京都室町の「加納」は織物の専門問屋です。私が「丸太や」に入社してから、母や叔父に連れられて京都の問屋さんの新作発表会を見て回るようになりましたが、友禅の「千總」、帯の「川島」、小紋の「珍粋」、御召の「矢代仁」、などと並んで必ず拝見に伺ったのが織物の「加納」でした。「加納」は、大島紬や結城紬を始め、全国各地の伝統ある織物を取り扱っておられて、他の問屋さんと一味も二味も違った雰囲気で、社員の方々も皆さん専門知識をお持ちでした。何より商売に誇りを持っておられることが印象的でした。いつか「加納」の織物を販売できる呉服屋になりたい、それが目標になりました。
 「加納」は結城紬や大島紬だけではなく沖縄や薩摩、八丈島、能登、など全国の特色のある織物も取り扱っておられます。いつの頃からか、私は信州松本の「みさやま紬」が好きになりました。草木染で染められた穏やかで優しい色合い、手機で織った柔らかな風合い。
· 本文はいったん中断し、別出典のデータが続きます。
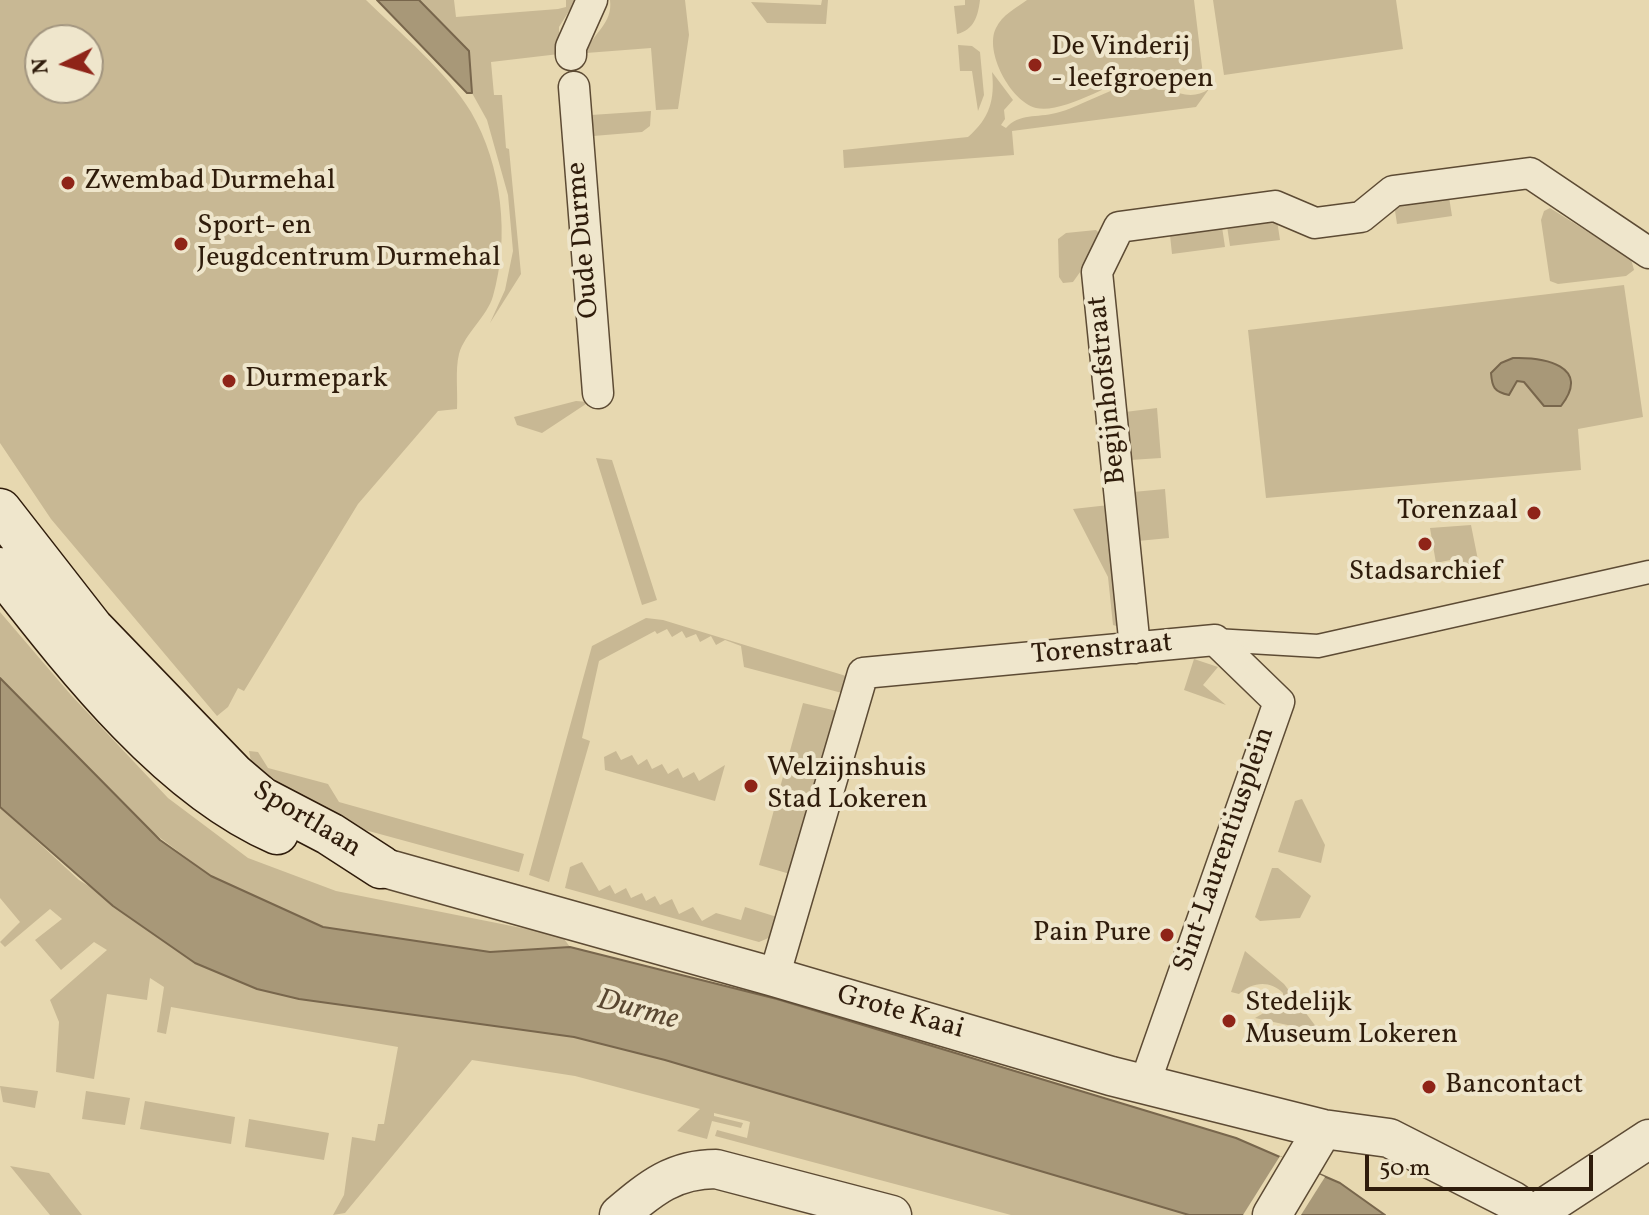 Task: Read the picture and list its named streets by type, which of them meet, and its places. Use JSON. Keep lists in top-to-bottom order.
{
  "streets": {
    "main road": ["Sportlaan"],
    "street": [
      "Oude Durme",
      "Begijnhofstraat",
      "Torenstraat",
      "Sint-Laurentiusplein",
      "Grote Kaai"
    ]
  },
  "crossings": [
    ["Begijnhofstraat", "Torenstraat"],
    ["Torenstraat", "Sint-Laurentiusplein"],
    ["Torenstraat", "Grote Kaai"],
    ["Sportlaan", "Grote Kaai"],
    ["Sint-Laurentiusplein", "Grote Kaai"]
  ],
  "water": ["Durme"],
  "places": [
    "De Vinderij - leefgroepen",
    "Zwembad Durmehal",
    "Sport- en Jeugdcentrum Durmehal",
    "Durmepark",
    "Torenzaal",
    "Stadsarchief",
    "Welzijnshuis Stad Lokeren",
    "Pain Pure",
    "Stedelijk Museum Lokeren",
    "Bancontact"
  ],
  "scale_bar": "50 m",
  "north": "left"
}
呉服屋になった家内が自分で最初に買い求めたのが「みさやま紬」でした。夫婦そろって「みさやま紬」のファンになり、いつか「丸太や」店内で「みさやま紬」の発表会が開けないかと考えていました。すると「加納」の担当者が「みさやま紬を織られている横山俊一郎さんは、きっと久雄さんと気が合うと思いますからご紹介します」とおしゃってくださいました。
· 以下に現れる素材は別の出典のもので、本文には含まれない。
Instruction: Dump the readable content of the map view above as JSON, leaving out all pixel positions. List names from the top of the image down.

 阪神淡路大震災の2年前でしたが初めてお会いした横山俊一郎さんは実直そのもののお人柄でした。ものづくりについて訥々と、しかし真剣にお話くださいました。是非「丸太や」で個展を開催してくださいとお願いしました。ところがそろそろと思っていた矢先、震災が勃発しました。一ヶ月が過ぎ少し落ち着きかけた頃、「美しいキモノ」に立松和平さんが連載されていた「染めと織りと祈り」に「正直一途の布―松本・「みさやま紬」横山俊一郎さん」が紹介されていたのです。その記事がとても眩しくて思わず横山俊一郎さんにお電話をしました。「震災はどうでした、心配していたのです」とおっしゃっていただいて、無事だったこと、こういう時だからこそ今まで以上にがんばります、と申し上げると「こっちのほうが元気付けられました」とおっしゃってくださいました。
 その翌年、「丸太や」で初めて個展を開催していただいてから三度、「みさやま紬展」を開かせていただきましたが、このたび、4月14日(木)から19日(火)まで「みさやま紬 織人 横山俊一郎」を開催していただくにあたって、昨年8月に松本郊外に在る工房をお訪ねしました。それまでに三度工房をお訪ねしたのですが以前にも増して精力的に織物づくりに励まれておられました。お仕事がお忙しい中、お話が尽きなくて、横山俊一郎さんの織物づくりに懸ける気迫に圧倒されました。「結局、織りものづくりは人なんです」、その一言がすべてを語っていると思いました。「みさやま紬」は織人である横山俊一郎さんその人そのものなのです。